This is what my November 2nd looked like:
6:45 a.m. Alarm goes off for the second time, conclusively waking me up. I stagger out of bed to the sounds of NPR hosts saying "It’s ELECTION DAY!"
8:00 a.m. Breakfasted, caffeinated, groomed, and dressed, I head out the door, pausing to grab a warm jacket that later turns out to be completely unnecessary on an unusually warm and mostly cloudless day.
8:15 a.m. I arrive at my local polling place. It’s surprisingly quiet, with only a few people in line. There’s a momentary hold-up: apparently, since I registered by mail, they want a proof of my address as well as my voter card. Fortunately, I’ve come prepared with my electric bill. The poll workers at the table look relieved and apologize for the inconvenience. Another shows me how to work the touch-screen in the voting booth. I ask if the machines provide a paper receipt, and the poll worker says no, but there’ll still be a paper record locked inside the machine, which they’ll use in the event of a recount. Satisfied, I punch the four boxes on the screen, hit "Cast Vote," and I’m out of there, sporting my "I Voted" sticker.
8:35 a.m. Crossing the street on my way to work, I pass a small cluster of students who are holding up Kerry/Edwards signs and waving at passing cars. I grin broadly at the girl nearest me. She looks at my sticker and says "Yay!" and I say "Yay!" in response. We smile at each other and I walk on.
8:45 a.m. Arrive at the library. My colleagues are all wearing "I Voted" stickers of their own. We compare early-morning-voting notes. Everyone else’s polling places were jammed, so we conjecture that my precinct has a greater proportion of students, most of whom don’t have to be at work by nine.
10:00 a.m. Sit in on meeting. More comparing of early-morning-voting notes; more reports of jammed polls. Discussion turns to actual meeting for next hour and a half, which is something of a relief.
11:30 a.m. Meeting ends. I get coffee and a highly unhealthy donut from the library cafe, then head to my desk. Unsurprisingly, the Electoral Vote Predictor is awfully slow to load today.
12:00 noon. First reference shift of the day. Some, but far from all, people in the main hall of the library are wearing stickers.
1:00 p.m. Lunch hour. Weather’s still magnificent, so I mosey across Grounds eating my tomato sandwich and head to Heartwood Books for some browsing. (I find Elizabeth Bishop’s letters and Anne Carson’s Glass, Irony, and God. It’s a good used-bookstore day.) The store owner sees my sticker and asks what the turnout was like. More comparison of notes (see above).
2:00 p.m. Very quiet hour staffing the information desk in our new building. No major news to be found on the web except "huge turnouts everywhere."
2:30 p.m. or thereabouts. My sticker falls off. I reaffix it.

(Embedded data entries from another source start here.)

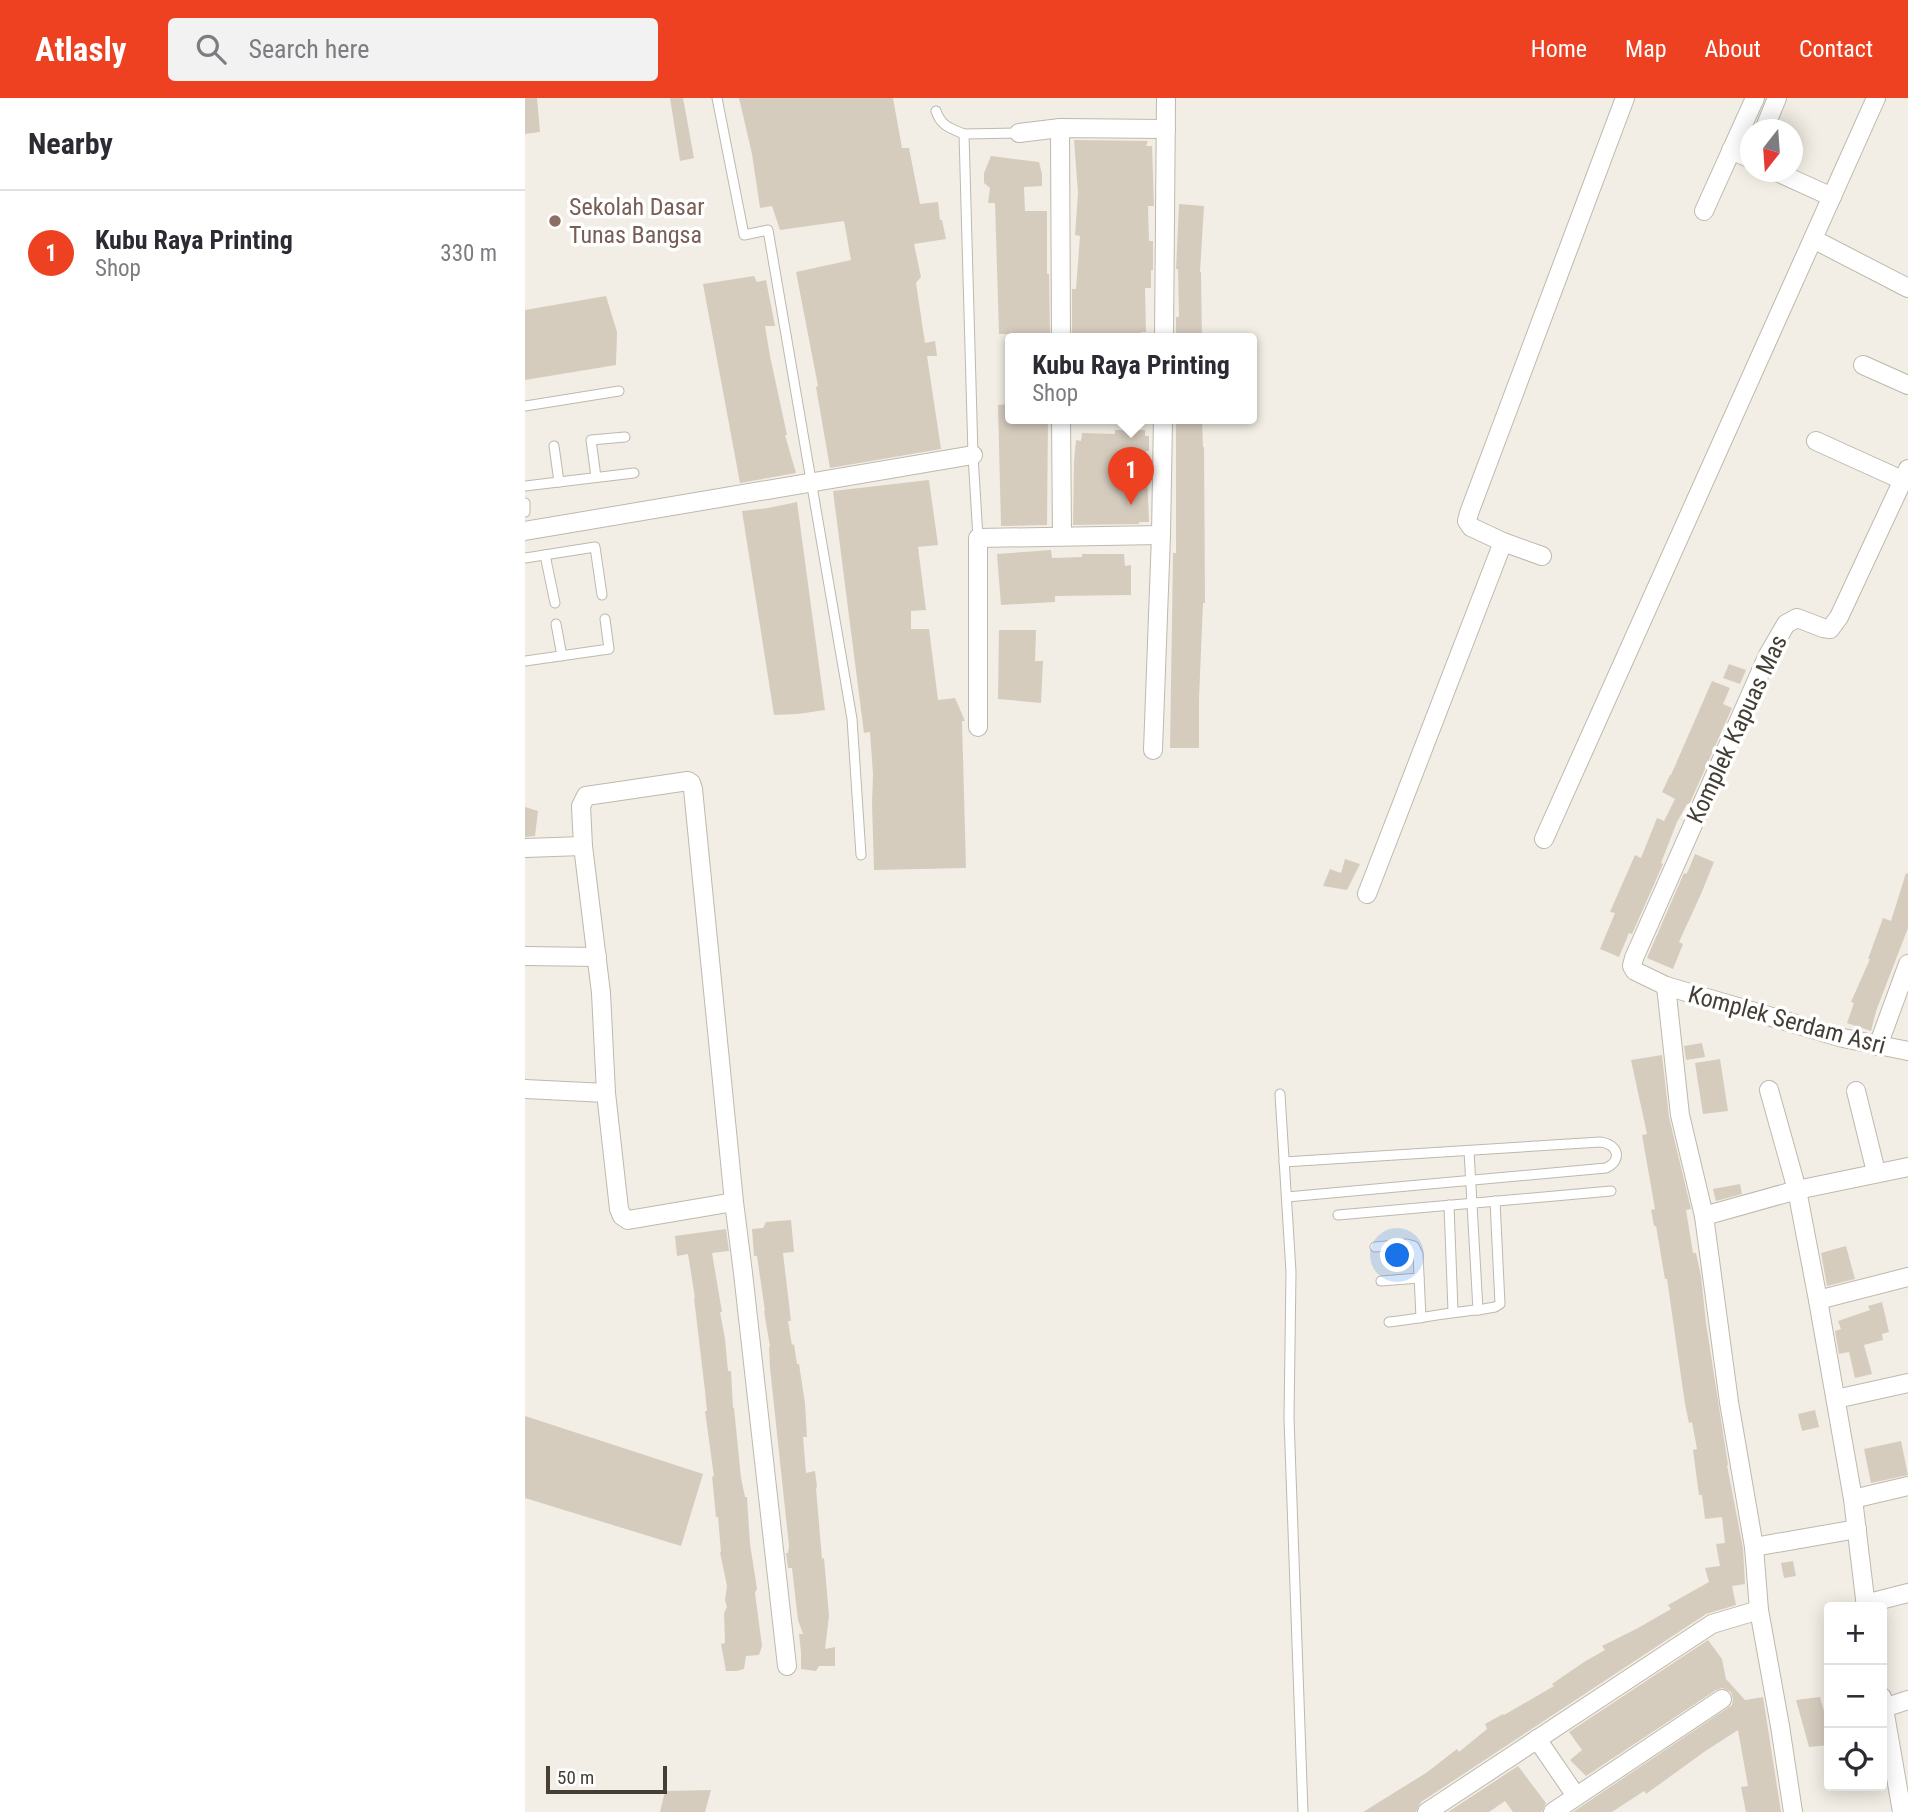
<!DOCTYPE html>
<meta charset="utf-8">
<style>
body{margin:0;font-family:"Roboto Condensed",sans-serif;background:#f2f2f3;color:#2b2b33}
.controls{position:absolute;right:21px;bottom:21px;display:grid;overflow:hidden;border-radius:7px;box-shadow:0 4px 18px #0003}
.controls button{width:63px;height:63px;display:grid;place-items:center;padding:0;border:0;border-bottom:2px solid #e1e1e2;background:#fff;color:#2b2b33;font:35px sans-serif}
.compass{position:absolute;left:1215px;top:21px;width:63px;height:63px;border-radius:50%;background:#fff;box-shadow:0 4px 18px #0003;rotate:197deg}
.scale{position:absolute;left:21px;bottom:18px;width:121px;box-sizing:border-box;padding-left:7px;border:4px solid #443e35;border-top:0;font-size:19px;line-height:24px;white-space:nowrap;color:#443e35;-webkit-text-stroke:5px #fff;paint-order:stroke}
.you{position:absolute;left:873px;top:1158px;width:24px;height:24px;margin:-18px;border:5px solid #fff;border-radius:50%;background:#1a73e8;box-shadow:0 0 0 10px #1a73e833}
.badge{display:grid;place-items:center;width:46px;height:46px;border-radius:50%;background:#ed4121;color:#fff;font-size:23px;font-weight:700}
.pin{position:absolute;translate:-50% -58px;filter:drop-shadow(0 2px 4px #0008)}
.pin::after{content:'';position:absolute;top:37px;width:24px;height:21px;background:inherit;clip-path:polygon(0 0,100% 0,50% 100%)}
.popup{position:absolute;left:480px;top:235px;width:252px;height:91px;box-sizing:border-box;display:grid;place-content:center;border-radius:7px;background:#fff;filter:drop-shadow(0 2px 5px #0005);font-size:23px;white-space:nowrap;color:#7c7c81}
.popup b{font-size:26px;color:#2b2b33}
.popup::after{content:'';position:absolute;left:50%;top:100%;margin-left:-14px;border:14px solid transparent;border-top-color:#fff}
.list{margin:0;padding:0;list-style:none}
h2{display:flex;justify-content:space-between;align-items:center;height:91px;margin:0;padding:0 28px;font-size:30px}
h2 small{font-size:23px;font-weight:400;color:#7c7c81}
.list li{display:grid;grid-template-columns:46px 1fr auto;gap:21px;align-items:center;box-sizing:border-box;height:126px;padding:0 28px;border-top:2px solid #e1e1e2}
.list b{display:block;font-size:26px;white-space:nowrap}
.list p{margin:0;font-size:23px;white-space:nowrap;color:#7c7c81}
.list em{font-size:23px;font-style:normal;color:#7c7c81}
.icon{flex:none;width:38px;height:38px;fill:none;stroke:currentColor;stroke-width:2;stroke-linecap:round;stroke-linejoin:round}
.map{position:relative;flex:none;width:1383px;height:1714px;overflow:hidden}
header{display:flex;align-items:center;gap:42px;box-sizing:border-box;height:98px;padding:0 35px;background:#ed4121;color:#fff}
header strong{font-size:33px}
nav{display:flex;gap:38px;margin-inline-start:auto;font-size:24px}
.search{width:490px;height:63px;background:#f2f2f3;display:flex;align-items:center;gap:18px;box-sizing:border-box;padding:0 24px;border-radius:7px;color:#7c7c81;font-size:26px}
main{display:flex}
aside{flex:1;background:#fff}
.map>svg:first-child{display:block}
.building{fill:#d5ccbe}
.lines{fill:none;stroke-linecap:round;stroke-linejoin:round}
.service-casing{stroke:#bfb8ac;stroke-width:11}
.minor-casing{stroke:#bfb8ac;stroke-width:20}
.service{stroke:#fff;stroke-width:9}
.minor{stroke:#fff;stroke-width:18}
.education-dot{fill:#8d6e63;stroke:#fff;stroke-width:2.5}
.labels{text-anchor:middle;dominant-baseline:central;stroke-width:7;stroke-linejoin:round;paint-order:stroke}
.education-label{font-size:24px;fill:#785e54;stroke:#fff;text-anchor:start}
.street-label{font-size:24px;fill:#443e35;stroke:#fff}
</style>
<header>
<strong>Atlasly</strong>
<div class="search"><svg class="icon" aria-label="search" viewBox="0 0 24 24"><circle cx="10" cy="10" r="6"/><path d="M15 15l6 6"/></svg>Search here</div>
<nav><a>Home</a><a>Map</a><a>About</a><a>Contact</a></nav>
</header>
<main>
<aside>
<h2>Nearby<small></small></h2>
<ul class="list">
<li><span class="badge">1</span><div><b>Kubu Raya Printing</b><p>Shop</p></div><em>330 m</em></li>
</ul>
</aside>
<div class="map">
<svg width="1383" height="1714" viewBox="0 0 1383 1714">
<rect width="100%" height="100%" fill="#f2eee5"/>
<!-- building -->
<g class="building">
<polygon points="0,0 12,0 15,34 0,36"/>
<polygon points="145,0 158,0 169,60 155,63"/>
<polygon points="214,0 368,0 377,50 384,50 395,106 413,104 415,122 417,122 421,141 389,146 396,179 391,185 400,245 410,243 412,258 402,258 416,351 305,370 291,289 293,288 271,174 326,162 319,123 255,132 247,108 235,110 227,56"/>
<polygon points="549,42 623,43 621,48 627,48 629,108 623,108 624,143 628,143 628,172 626,172 626,190 620,190 621,234 616,234 616,241 547,241 547,191 551,191 555,138 550,137 553,95"/>
<polygon points="466,58 514,64 517,76 517,88 499,89 500,113 522,113 522,176 524,176 525,236 474,236 470,105 463,105 465,90 459,85 459,75"/>
<polygon points="654,106 679,108 675,174 676,174 677,241 651,241 651,219 654,219 653,171 651,171"/>
<polygon points="229,178 232,184 241,182 250,228 240,228 245,258 262,337 260,337 271,375 215,385 178,186"/>
<polygon points="81,198 92,234 91,267 0,282 0,212"/>
<polygon points="485,306 485,321 523,321 522,427 476,428 473,307"/>
<polygon points="651,321 677,321 678,349 679,349 680,505 678,505 674,601 674,650 645,650 648,455 651,455"/>
<polygon points="590,332 620,332 620,338 624,338 624,353 621,353 624,424 614,424 614,426 548,427 549,364 551,342 556,343 557,335 590,336"/>
<polygon points="404,382 413,447 393,449 401,512 386,513 386,531 404,531 413,602 430,600 440,623 437,623 441,770 349,772 347,705 348,676 345,634 339,635 308,393"/>
<polygon points="272,404 300,612 273,616 249,617 217,413 243,410"/>
<polygon points="526,452 527,460 557,459 557,456 599,456 600,468 606,467 606,497 530,498 530,504 476,507 472,456"/>
<polygon points="474,532 511,532 510,563 518,563 516,605 473,601"/>
<polygon points="1204,566 1221,572 1215,586 1198,580"/>
<polygon points="1187,583 1205,590 1198,606 1207,610 1164,707 1162,706 1152,724 1136,765 1138,766 1107,836 1104,835 1094,859 1075,851 1090,815 1085,814 1110,757 1116,760 1132,720 1139,723 1150,701 1137,694 1145,677 1146,677"/>
<polygon points="0,709 13,713 10,738 0,739"/>
<polygon points="1170,756 1189,764 1176,796 1154,844 1158,846 1148,871 1122,860 1159,775 1161,776 1163,773"/>
<polygon points="820,761 835,766 822,792 798,788 805,771 816,775"/>
<polygon points="1381,775 1383,776 1383,830 1351,913 1346,933 1322,925 1329,905 1326,904 1345,861 1343,861 1358,820 1366,823"/>
<polygon points="1177,945 1180,959 1161,962 1159,948"/>
<polygon points="1137,957 1144,1019 1166,1111 1161,1112 1168,1155 1171,1155 1176,1178 1181,1225 1203,1367 1202,1367 1218,1450 1220,1486 1207,1488 1211,1507 1181,1516 896,1704 891,1714 838,1714 901,1675 932,1651 934,1654 962,1631 960,1626 978,1616 979,1617 1029,1588 1027,1586 1059,1564 1080,1552 1077,1548 1113,1530 1146,1511 1143,1507 1184,1484 1180,1470 1195,1468 1191,1446 1200,1445 1197,1419 1180,1421 1177,1397 1174,1397 1168,1352 1172,1351 1167,1324 1164,1325 1160,1306 1142,1181 1140,1181 1131,1128 1129,1128 1126,1112 1130,1111 1117,1037 1122,1036 1106,962"/>
<polygon points="1195,961 1203,1013 1178,1016 1170,965"/>
<polygon points="1215,1086 1217,1096 1191,1103 1188,1091"/>
<polygon points="266,1122 269,1154 258,1155 266,1223 263,1223 267,1247 269,1246 272,1266 274,1266 280,1305 282,1339 278,1339 281,1375 290,1373 292,1389 291,1390 297,1461 299,1460 304,1518 300,1551 310,1549 310,1568 294,1568 291,1573 276,1571 276,1554 274,1536 278,1536 273,1522 267,1470 263,1470 261,1455 263,1455 264,1448 245,1270 244,1249 245,1249 239,1213 240,1213 232,1158 229,1158 227,1131 238,1130 241,1124"/>
<polygon points="201,1131 204,1153 187,1155 197,1214 195,1214 200,1241 203,1273 206,1273 208,1310 209,1310 216,1380 220,1399 222,1399 225,1446 232,1491 230,1495 237,1548 234,1557 221,1558 219,1571 212,1573 201,1573 196,1546 200,1545 199,1515 202,1509 200,1502 202,1488 195,1454 196,1454 193,1419 191,1419 187,1378 189,1379 180,1313 182,1313 180,1293 169,1200 170,1200 163,1156 152,1158 150,1138"/>
<polygon points="1321,1148 1330,1181 1302,1188 1296,1155"/>
<polygon points="1357,1204 1364,1234 1357,1236 1358,1242 1339,1247 1347,1276 1330,1280 1324,1254 1314,1256 1310,1233 1316,1231 1313,1223 1345,1212 1343,1208"/>
<polygon points="1290,1312 1294,1329 1277,1333 1273,1316"/>
<polygon points="0,1318 178,1376 156,1448 0,1400"/>
<polygon points="1376,1343 1383,1377 1346,1385 1339,1351"/>
<polygon points="1268,1463 1271,1478 1259,1480 1256,1465"/>
<polygon points="1183,1542 1197,1561 1201,1581 1220,1602 1238,1599 1256,1714 1221,1714 1216,1689 1223,1688 1213,1632 1179,1654 1121,1696 1119,1693 1087,1714 1048,1714 1207,1607 1208,1601 1206,1594 1197,1590 1191,1592 1061,1678 1045,1662 1057,1652 1044,1634"/>
<polygon points="1295,1599 1302,1624 1304,1623 1304,1647 1284,1649 1271,1602"/>
<polygon points="993,1668 1021,1705 1017,1714 988,1714 980,1703 964,1714 923,1714"/>
<polygon points="186,1692 180,1714 135,1714 140,1693"/>
</g>
<g class="lines">
<!-- service casing -->
<g class="service-casing">
<g id="service">
<polyline points="192,0 219,137 243,132 327,621 336,757"/>
<path d="M 411,13 C 416,28 425,30 439,36 L 448,357 L 453,440"/>
<polyline points="439,36 494,35"/>
<polyline points="0,308 94,293"/>
<polyline points="29,348 34,384"/>
<polyline points="71,379 66,342 100,339"/>
<polyline points="0,388 109,375"/>
<polyline points="0,405 0,414"/>
<polyline points="20,457 30,505"/>
<polyline points="0,460 70,449 77,497"/>
<polyline points="31,526 37,558"/>
<polyline points="0,563 84,551 80,521"/>
<polyline points="755,996 766,1174 764,1320 778,1714"/>
<path d="M 759,1064 L 1075,1044 C 1093,1046 1098,1062 1081,1070 L 762,1099"/>
<polyline points="924,1107 928,1213"/>
<polyline points="813,1117 1086,1093"/>
<polyline points="850,1149 882,1146 889,1148 893,1156 896,1220"/>
<polyline points="856,1183 894,1180"/>
<polyline points="953,1212 970,1209 975,1206 970,1103"/>
<path d="M 864,1224 C 894,1221 923,1214 953,1212 L 944,1053"/>
</g>
</g>
<!-- minor casing -->
<g class="minor-casing">
<g id="minor">
<polyline points="535,30 536,241"/>
<polyline points="1239,32 1252,0"/>
<polyline points="494,35 535,30 641,31"/>
<polyline points="1206,52 1226,61"/>
<polyline points="1252,74 1307,99"/>
<polyline points="1179,113 1230,0"/>
<polyline points="1288,141 1383,190"/>
<polyline points="639,241 641,0"/>
<polyline points="1338,267 1383,287"/>
<polyline points="536,321 537,438"/>
<polyline points="1291,343 1377,382"/>
<polyline points="1383,371 1314,519 1305,531 1298,530 1272,520 1261,526 1243,557 1109,860 1107,868 1110,873 1141,888 1318,940 1383,953"/>
<polyline points="0,433 448,357"/>
<polyline points="978,444 1017,458"/>
<polyline points="453,629 453,440 636,437"/>
<polyline points="628,652 636,437 638,321"/>
<polyline points="1019,741 1351,0"/>
<polyline points="0,750 58,748"/>
<polyline points="842,796 978,444 946,429 942,423 944,415 1100,0"/>
<polyline points="0,858 72,859"/>
<polyline points="1141,888 1155,1017 1179,1118 1204,1304 1229,1449 1234,1512 1255,1628 1268,1714"/>
<polyline points="1353,948 1383,866"/>
<polyline points="0,991 81,995"/>
<polyline points="1244,992 1272,1092 1293,1202 1328,1401 1341,1509"/>
<polyline points="1331,993 1351,1074"/>
<polyline points="209,1104 103,1122 97,1118 94,1111 81,995 76,895 58,748 56,708 61,698 163,683 166,685 168,691 209,1104 218,1175 262,1568"/>
<polyline points="1179,1118 1272,1092 1383,1069"/>
<polyline points="1293,1202 1383,1179"/>
<polyline points="1311,1301 1383,1285"/>
<polyline points="1328,1401 1383,1388"/>
<polyline points="1229,1449 1332,1431"/>
<polyline points="1340,1506 1383,1495"/>
<polyline points="1357,1599 1377,1714"/>
<polyline points="1359,1610 1383,1602"/>
<polyline points="1012,1641 1051,1698"/>
<polyline points="902,1714 1187,1526 1234,1512"/>
<polyline points="1028,1714 1197,1601"/>
</g>
</g>
<!-- service -->
<use href="#service" class="service"/>
<!-- minor -->
<use href="#minor" class="minor"/>
</g>
<!-- markers -->
<circle class="education-dot" cx="30" cy="123" r="7"/>
<g class="labels">
<!-- education labels -->
<g class="education-label">
<text x="44" y="109">Sekolah Dasar<tspan x="44" dy="28">Tunas Bangsa</tspan></text>
</g>
<!-- street labels -->
<g class="street-label">
<text transform="translate(1212 631) rotate(-65)">Komplek Kapuas Mas</text>
<text transform="translate(1262 922) rotate(15)">Komplek Serdam Asri</text>
</g>
</g>
</svg>
<div class="controls">
<button>+</button>
<button>−</button>
<button><svg class="icon" aria-label="locate" viewBox="0 0 24 24"><circle cx="12" cy="12" r="6"/><path d="M12 2v4M12 18v4M2 12h4M18 12h4"/></svg></button>
</div>
<svg class="compass" viewBox="-18 -18 36 36"><path d="M0-13l5 13h-10z" fill="#e53935"/><path d="M0 13l5-13h-10z" fill="#7c7c81"/></svg>
<div class="scale">50 m</div>
<div class="you"></div>
<div class="pin badge" style="left:606px;top:407px">1</div>
<div class="popup"><b>Kubu Raya Printing</b>Shop</div>
</div>
</main>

3:00 p.m. Back at the reference desk. More people seem to have voted. I was kind of hoping for last-minute questions about how to find one’s polling place, but there aren’t any. People are starting to report big turnouts in other places in Virginia. I don’t expect Kerry to win here, but the sheer numbers are encouraging. Afterwards, I go back to my desk and attempt to do some reading and research, but with my mind elsewhere.
6:15 p.m. I catch the bus home. A handmade sign inside the bus reads "VOTE!" I sit behind a group of guys who’ve evidently been playing soccer or ultimate frisbee or something of the sort, if their muddy shirts are any indication. One is describing how he waited fifteen minutes for the man in front of him at the polls to finish voting. (Some voters remain undecided to the last? But I suspect it’s more likely to be due to the two state constitutional amendments on the ballot, both rather minor and obscure and couched in legalese.)
6:25 p.m. Home again. I’m starving. I cook some salmon on a bed of rice, make a salad and pour a glass of wine.
7:00 p.m. Election coverage begins. I sit down with my dinner to watch. Virginia election results aren’t in yet. (Update: they just called it. Virginia’s gone red. Oh well.) Faint sounds of music can be heard outside my window — some of my neighbors are evidently marking the occasion by throwing a party.
Without knowing the ultimate outcome: I’m impressed with how calmly everything went today. No inter-party hostility that I could see, no polling shenanigans, no flaring tempers, no doomsday scenarios. That’s what I’ll be holding onto for the rest of the evening. And with that, I’m signing off so I can call a few friends in other states and hear what their own election day was like.